WHAT THE TASK ASKS: Select every line below containing the word "Park".

DATA:
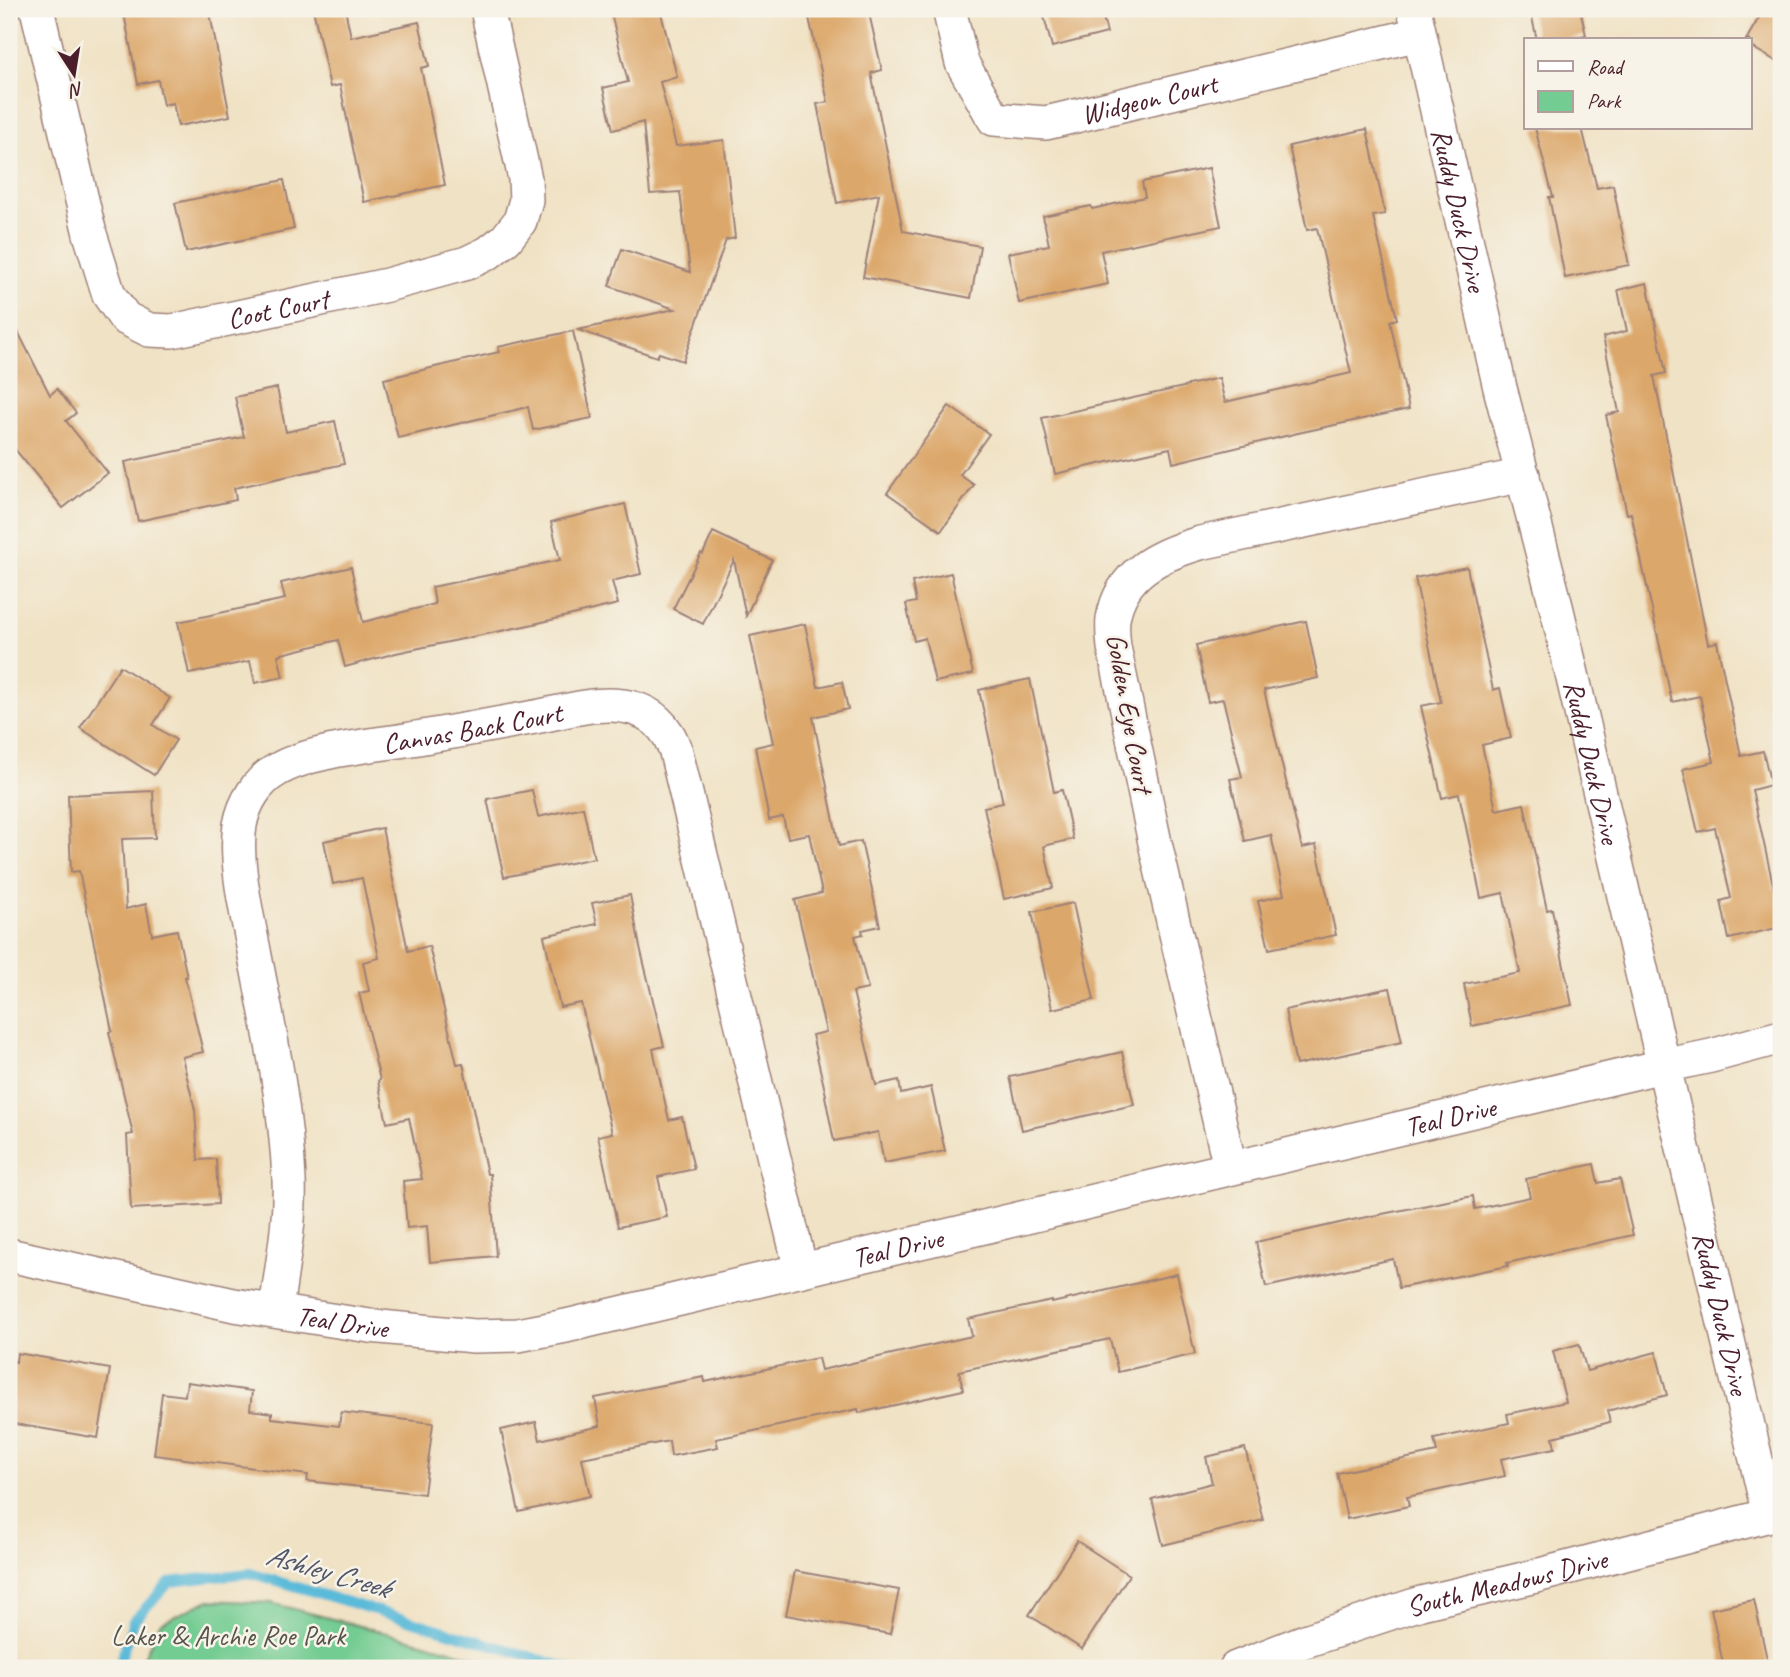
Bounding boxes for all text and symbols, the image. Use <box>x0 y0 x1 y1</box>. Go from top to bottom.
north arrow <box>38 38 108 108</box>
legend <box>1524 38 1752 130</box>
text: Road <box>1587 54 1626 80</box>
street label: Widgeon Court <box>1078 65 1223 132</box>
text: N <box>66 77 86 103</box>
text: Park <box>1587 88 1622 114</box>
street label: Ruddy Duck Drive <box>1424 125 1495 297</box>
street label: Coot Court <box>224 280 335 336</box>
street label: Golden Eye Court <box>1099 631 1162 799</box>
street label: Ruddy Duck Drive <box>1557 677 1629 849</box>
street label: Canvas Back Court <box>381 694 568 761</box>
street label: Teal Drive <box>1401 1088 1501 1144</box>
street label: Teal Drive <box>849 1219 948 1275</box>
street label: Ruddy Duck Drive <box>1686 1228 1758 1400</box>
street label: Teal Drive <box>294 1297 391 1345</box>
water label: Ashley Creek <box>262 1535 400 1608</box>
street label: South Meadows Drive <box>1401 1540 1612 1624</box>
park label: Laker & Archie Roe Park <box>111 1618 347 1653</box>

EXERCISE SOLUTION:
text: Park <box>1587 88 1622 114</box>
park label: Laker & Archie Roe Park <box>111 1618 347 1653</box>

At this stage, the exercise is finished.